▶ **WHAT YOU SHOULD DO**: Both the line containing "M 808,413 L" and the line containing "20v-9H6M10 6l-5 5" belong to the span. Output exactly that span from the listing below, and nothing outside it.
─── DATASET EXTRACT ───
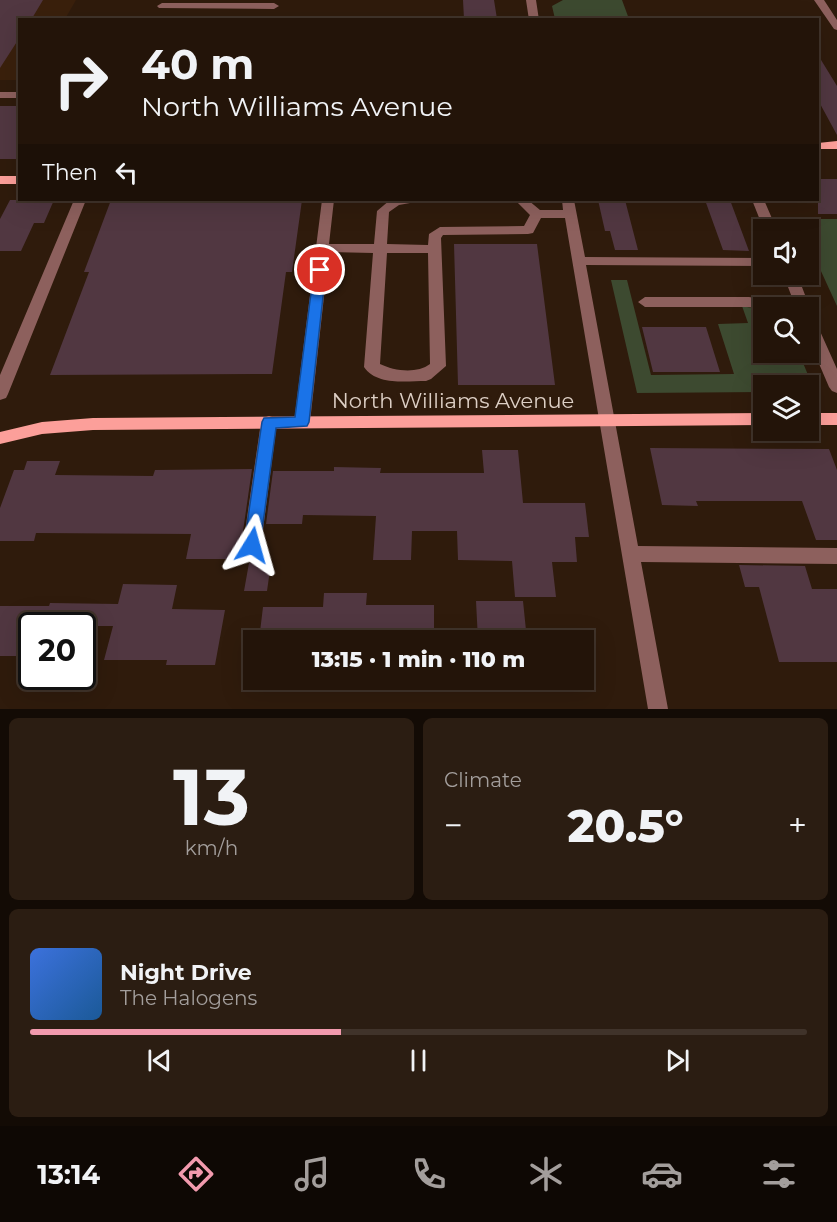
<!DOCTYPE html>
<meta charset="utf-8">
<style>
body{margin:0;font-family:Montserrat,sans-serif;background:#2b1d12;color:#f1f3f6;height:100vh;display:flex;flex-direction:column;font-size:22px;white-space:nowrap}
*{box-sizing:border-box;margin:0}
p{font-size:20px;color:#a39e9c}
.icon{flex:none;width:33px;height:33px;fill:none;stroke:currentColor;stroke-width:2;stroke-linecap:round;stroke-linejoin:round}
.map{position:relative;height:709px;overflow:hidden}
.details{display:flex;flex-direction:column;gap:9px;padding:9px;background:#130b05;flex:1}
.details>*{flex:none}
.banner{position:absolute;left:18px;top:18px;width:801px;height:183px;border-radius:0px;box-shadow:0 6px 24px #0002,0 0 0 2px #40332a;background:#231409;color:#f1f3f6;overflow:hidden}
.buttons{position:absolute;left:753px;top:219px;display:grid;gap:12px}
.buttons a{display:grid;place-items:center;width:66px;height:66px;border-radius:0px;background:#231409;box-shadow:0 6px 24px #0002,0 0 0 2px #40332a;font-size:30px}
.speed{position:absolute;left:18px;top:612px;display:flex;gap:12px;font-size:30px;font-weight:700;text-align:center}
.speed>*{display:grid;place-content:center;width:78px;height:78px;border-radius:50%;background:#231409;box-shadow:0 6px 24px #0002,0 0 0 2px #40332a;line-height:1}
.speed .limit{border:3px solid #111;border-radius:9px;background:#fff;color:#111}
.pin{position:absolute;display:grid;place-items:center;width:51px;height:51px;color:#fff;margin:-26px;border:3px solid #fff;border-radius:50%;box-shadow:0 2px 6px #0007}
.me{position:absolute;width:66px;margin:-33px;rotate:8deg;stroke-linejoin:round;filter:drop-shadow(0 0 4px #0008)}
.turn{display:flex;align-items:center;gap:21px;height:126px;padding:0 24px;font-size:27px}
.turn .icon{width:78px;height:78px;stroke-width:2.5}
.turn b{display:block;font-size:42px;line-height:51px}
.then{display:flex;align-items:center;height:57px;padding:0 24px;background:#0003;gap:12px;font-size:22px}
.big{font-size:45px;font-weight:800;line-height:1.1}
.details .card{flex:1;display:flex;flex-direction:column;justify-content:center;gap:9px;min-width:0;padding:0 21px;border-radius:9px;background:#2b1d12}
.details .dial{align-items:center;gap:0}
.dial b{font-size:78px;line-height:1}
.song{display:flex;align-items:center;gap:18px}
.cover{width:72px;height:72px;border-radius:9px;background:linear-gradient(135deg,hsl(220 70% 55%),hsl(210 70% 35%))}
.played{height:6px;border-radius:3px;background:linear-gradient(90deg,#f29aae 40%,#40332a 40%)}
.keys{display:flex;justify-content:space-around;direction:ltr}
.heat{display:flex;justify-content:space-between;align-items:center;font-size:33px;direction:ltr}
.details .tiles{flex:1;display:grid;gap:9px;grid-template-columns:1fr 1fr}
.card:last-child{grid-column:span 2}
.trip{position:absolute;left:243px;top:630px;width:351px;height:60px;border-radius:0px;background:#231409;box-shadow:0 6px 24px #0002,0 0 0 2px #40332a;font-weight:800;line-height:60px;text-align:center}
.tabs{display:flex;height:96px;justify-content:space-around;align-items:center;background:#0e0804;color:#a39e9c}
.tabs .icon{width:42px;height:42px}
.tabs .active{color:#f29aae}
.tabs b{font-size:27px;color:#f1f3f6}
.map>svg:first-child{display:block}
.built{fill:#3a200c}
.green{fill:#3d4a30}
.building{fill:#513741}
.lines{fill:none;stroke-linecap:round;stroke-linejoin:round}
.minor{fill:#8d605d;fill-rule:evenodd}
.major{fill:#fc9f9a;fill-rule:evenodd}
.route{fill:#1a73e8;stroke:#114b97;stroke-width:1.5}
.labels{text-anchor:middle;dominant-baseline:central;stroke-width:6;stroke-linejoin:round;paint-order:stroke}
.street-label{font-size:21px;fill:#ddcfc5;stroke:#2f1b0c}
</style>
<div class="map">
<svg width="837" height="709" viewBox="0 0 837 709">
<rect width="100%" height="100%" fill="#2f1b0c"/>
<path class="built" d="M 0,0 L 76,0 L 65,19 L 20,20 L 19,80 L 0,80 Z"/>
<path class="green" d="M 563,0 L 622,0 L 629,19 L 555,19 L 552,6 Z
M 796,219 L 837,219 L 837,306 L 809,245 L 808,230 L 801,229 Z
M 611,280 L 627,280 L 651,375 L 734,374 L 718,324 L 748,323 L 742,306 L 763,310 L 764,352 L 799,353 L 815,392 L 809,392 L 808,386 L 764,386 L 763,392 L 637,393 Z"/>
<path class="building" d="M 0,0 L 43,0 L 31,20 L 20,20 L 20,37 L 0,68 Z
M 463,0 L 494,0 L 497,19 L 464,19 Z
M 818,55 L 837,86 L 837,135 L 818,100 Z
M 0,106 L 20,106 L 20,159 L 0,159 Z
M 818,179 L 837,179 L 837,214 L 818,214 Z
M 10,200 L 54,200 L 44,223 L 34,223 L 21,251 L 0,251 L 0,219 Z
M 111,200 L 302,200 L 292,272 L 286,272 L 272,374 L 50,375 L 89,272 L 84,272 Z
M 598,200 L 625,200 L 638,250 L 615,250 L 610,231 L 605,231 Z
M 705,200 L 730,200 L 749,251 L 723,250 Z
M 454,244 L 537,244 L 555,385 L 458,385 Z
M 642,327 L 706,327 L 720,372 L 653,372 Z
M 650,448 L 829,449 L 837,470 L 837,540 L 816,540 L 802,501 L 696,501 L 698,506 L 662,505 Z
M 482,450 L 518,450 L 523,503 L 585,503 L 589,537 L 575,537 L 577,562 L 552,562 L 556,597 L 515,597 L 512,561 L 458,560 L 457,531 L 412,531 L 411,560 L 373,560 L 376,516 L 303,515 L 302,524 L 266,524 L 273,471 L 334,471 L 334,467 L 381,468 L 380,473 L 484,473 Z
M 27,461 L 60,461 L 55,475 L 153,476 L 155,470 L 252,469 L 239,559 L 186,559 L 191,534 L 36,533 L 34,541 L 0,541 L 0,508 L 14,470 L 24,470 Z
M 249,563 L 271,563 L 267,591 L 244,591 Z
M 739,565 L 805,566 L 812,589 L 837,589 L 837,662 L 779,662 L 759,587 L 745,587 Z
M 123,584 L 177,585 L 172,609 L 225,610 L 215,665 L 166,665 L 167,660 L 104,660 L 113,626 L 32,626 L 32,656 L 0,656 L 0,606 L 49,606 L 50,603 L 118,604 Z
M 324,593 L 367,593 L 366,605 L 434,605 L 434,640 L 259,640 L 263,607 L 323,607 Z
M 476,601 L 523,601 L 527,640 L 478,640 Z"/>
<g class="lines">
<path class="minor" d="M 526,0 L 536,0 L 539,20 L 529,20 Z
M 814,0 L 824,0 L 837,20 L 837,30 L 834,29 Z
M 162,3 L 274,3 L 279,6 L 274,9 L 159,8 L 157,6 Z
M 0,92 L 20,92 L 20,98 L 0,98 Z
M 74,200 L 86,200 L 8,394 L 6,398 L 0,400 L 0,375 Z
M 322,200 L 334,200 L 329,244 L 374,244 L 377,211 L 390,200 L 412,200 L 410,203 L 399,205 L 389,212 L 387,244 L 428,245 L 429,234 L 440,227 L 524,226 L 530,215 L 515,200 L 528,200 L 540,210 L 563,210 L 562,200 L 574,200 L 585,257 L 764,258 L 764,266 L 586,265 L 638,546 L 837,548 L 837,564 L 641,562 L 668,709 L 648,709 L 565,218 L 541,218 L 533,233 L 528,234 L 443,235 L 441,238 L 446,366 L 431,379 L 426,381 C 407,381 377,386 364,367 L 373,253 L 329,252 L 310,422 L 308,426 L 302,428 L 296,426 L 294,422 ZM 387,253 L 428,253 L 430,364 C 417,374 394,371 380,364 Z
M 752,200 L 764,200 L 777,230 L 764,230 Z
M 783,274 L 797,274 L 810,308 L 808,311 L 808,308 L 764,309 L 749,307 L 645,307 L 638,302 L 645,297 L 749,297 L 773,301 L 793,300 Z
M 808,315 L 815,320 L 837,369 L 837,393 L 832,391 L 829,387 L 808,338 Z
M 269,416 L 275,418 L 277,422 L 261,545 L 258,551 L 252,553 L 246,551 L 243,545 L 261,422 L 263,418 Z"/>
<path class="major" d="M 837,141 L 837,149 L 818,149 L 818,143 Z
M 0,176 L 20,176 L 20,184 L 0,184 Z
M 764,413 L 764,425 L 93,430 L 42,434 L 0,444 L 0,432 L 42,422 L 93,418 Z
M 808,413 L 837,413 L 837,425 L 808,425 Z"/>
</g>
<path class="route" d="M 320,266 L 326,270 L 309,422 L 307,426 L 276,428 L 260,545 L 258,550 L 252,552 L 246,550 L 244,545 L 262,422 L 264,418 L 295,417 L 314,270 Z"/>
<g class="labels">
<g class="street-label">
<text x="453" y="400">North Williams Avenue</text>
</g>
</g>
</svg>
<div class="buttons">
<a><svg class="icon" aria-label="sound" viewBox="0 0 24 24"><path d="M4 9h4l5-4v14l-5-4H4zM17 9q2 3 0 6"/></svg></a>
<a><svg class="icon" aria-label="search" viewBox="0 0 24 24"><circle cx="10" cy="10" r="6"/><path d="M15 15l6 6"/></svg></a>
<a><svg class="icon" aria-label="layers" viewBox="0 0 24 24"><path d="M12 4l9 5-9 5-9-5zM3 14l9 5 9-5"/></svg></a>
</div>
<div class="speed"><div class="limit">20</div></div>
<div class="pin" style="left:320px;top:270px;background:#d93025"><svg class="icon" aria-label="arrive" viewBox="0 0 24 24"><path d="M6 21V4h12l-3 4 3 4H6"/></svg></div>
<svg class="me" style="left:252px;top:545px" viewBox="-20 -20 40 40"><path d="M0-17L14 15 0 8-14 15z" fill="#1a73e8" stroke="#fff" stroke-width="4"/></svg>
<div class="trip">13:15 · 1 min · 110 m</div>
<div class="banner">
<div class="turn"><svg class="icon" aria-label="right" viewBox="0 0 24 24"><path d="M7 20v-9h11M14 6l5 5-5 5"/></svg><div><b>40 m</b>North Williams Avenue</div></div>
<div class="then">Then<svg class="icon" aria-label="left" viewBox="0 0 24 24"><path d="M17 20v-9H6M10 6l-5 5 5 5"/></svg></div>
</div>
</div>
<section class="details">
<div class="tiles">
<div class="card dial"><b>13</b><p>km/h</p></div>
<div class="card"><p>Climate</p>
<div class="heat"><a>−</a><b class="big">20.5°</b><a>+</a></div>
</div>
<div class="card">
<div class="song"><i class="cover"></i><div><b>Night Drive</b><p>The Halogens</p></div></div>
<div class="played"></div>
<div class="keys"><svg class="icon" aria-label="previous" viewBox="0 0 24 24"><path d="M18 5L8 12l10 7zM5 5v14"/></svg><svg class="icon" aria-label="pause" viewBox="0 0 24 24"><path d="M8 5v14M16 5v14"/></svg><svg class="icon" aria-label="next" viewBox="0 0 24 24"><path d="M6 5l10 7-10 7zM19 5v14"/></svg></div>
</div>
</div>
</section>
<nav class="tabs">
<b>13:14</b>
<svg class="icon active" aria-label="directions" viewBox="0 0 24 24"><path d="M12 3l9 9-9 9-9-9zM9 14v-3h6M13 9l2 2-2 2"/></svg>
<svg class="icon" aria-label="music" viewBox="0 0 24 24"><path d="M9 18V5l10-2v13"/><circle cx="6" cy="18" r="3"/><circle cx="16" cy="16" r="3"/></svg>
<svg class="icon" aria-label="phone" viewBox="0 0 24 24"><path d="M5 4h4l2 5-3 2q2 4 5 5l2-3 5 2v4C11 20 4 13 5 4z"/></svg>
<svg class="icon" aria-label="climate" viewBox="0 0 24 24"><path d="M12 3v18M4 7l16 10M4 17L20 7"/></svg>
<svg class="icon" aria-label="car" viewBox="0 0 24 24"><path d="M5 17H2v-5l4-1 3-4h7l3 4 3 1v5h-3M9 17h6M6 11h13"/><circle cx="7" cy="17" r="2"/><circle cx="17" cy="17" r="2"/></svg>
<svg class="icon" aria-label="filters" viewBox="0 0 24 24"><path d="M4 7h16M4 17h16"/><circle cx="9" cy="7" r="2"/><circle cx="15" cy="17" r="2"/></svg>
</nav>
───
▶ **EXERCISE OUTPUT**:
M 808,413 L 837,413 L 837,425 L 808,425 Z"/>
</g>
<path class="route" d="M 320,266 L 326,270 L 309,422 L 307,426 L 276,428 L 260,545 L 258,550 L 252,552 L 246,550 L 244,545 L 262,422 L 264,418 L 295,417 L 314,270 Z"/>
<g class="labels">
<g class="street-label">
<text x="453" y="400">North Williams Avenue</text>
</g>
</g>
</svg>
<div class="buttons">
<a><svg class="icon" aria-label="sound" viewBox="0 0 24 24"><path d="M4 9h4l5-4v14l-5-4H4zM17 9q2 3 0 6"/></svg></a>
<a><svg class="icon" aria-label="search" viewBox="0 0 24 24"><circle cx="10" cy="10" r="6"/><path d="M15 15l6 6"/></svg></a>
<a><svg class="icon" aria-label="layers" viewBox="0 0 24 24"><path d="M12 4l9 5-9 5-9-5zM3 14l9 5 9-5"/></svg></a>
</div>
<div class="speed"><div class="limit">20</div></div>
<div class="pin" style="left:320px;top:270px;background:#d93025"><svg class="icon" aria-label="arrive" viewBox="0 0 24 24"><path d="M6 21V4h12l-3 4 3 4H6"/></svg></div>
<svg class="me" style="left:252px;top:545px" viewBox="-20 -20 40 40"><path d="M0-17L14 15 0 8-14 15z" fill="#1a73e8" stroke="#fff" stroke-width="4"/></svg>
<div class="trip">13:15 · 1 min · 110 m</div>
<div class="banner">
<div class="turn"><svg class="icon" aria-label="right" viewBox="0 0 24 24"><path d="M7 20v-9h11M14 6l5 5-5 5"/></svg><div><b>40 m</b>North Williams Avenue</div></div>
<div class="then">Then<svg class="icon" aria-label="left" viewBox="0 0 24 24"><path d="M17 20v-9H6M10 6l-5 5 5 5"/></svg></div>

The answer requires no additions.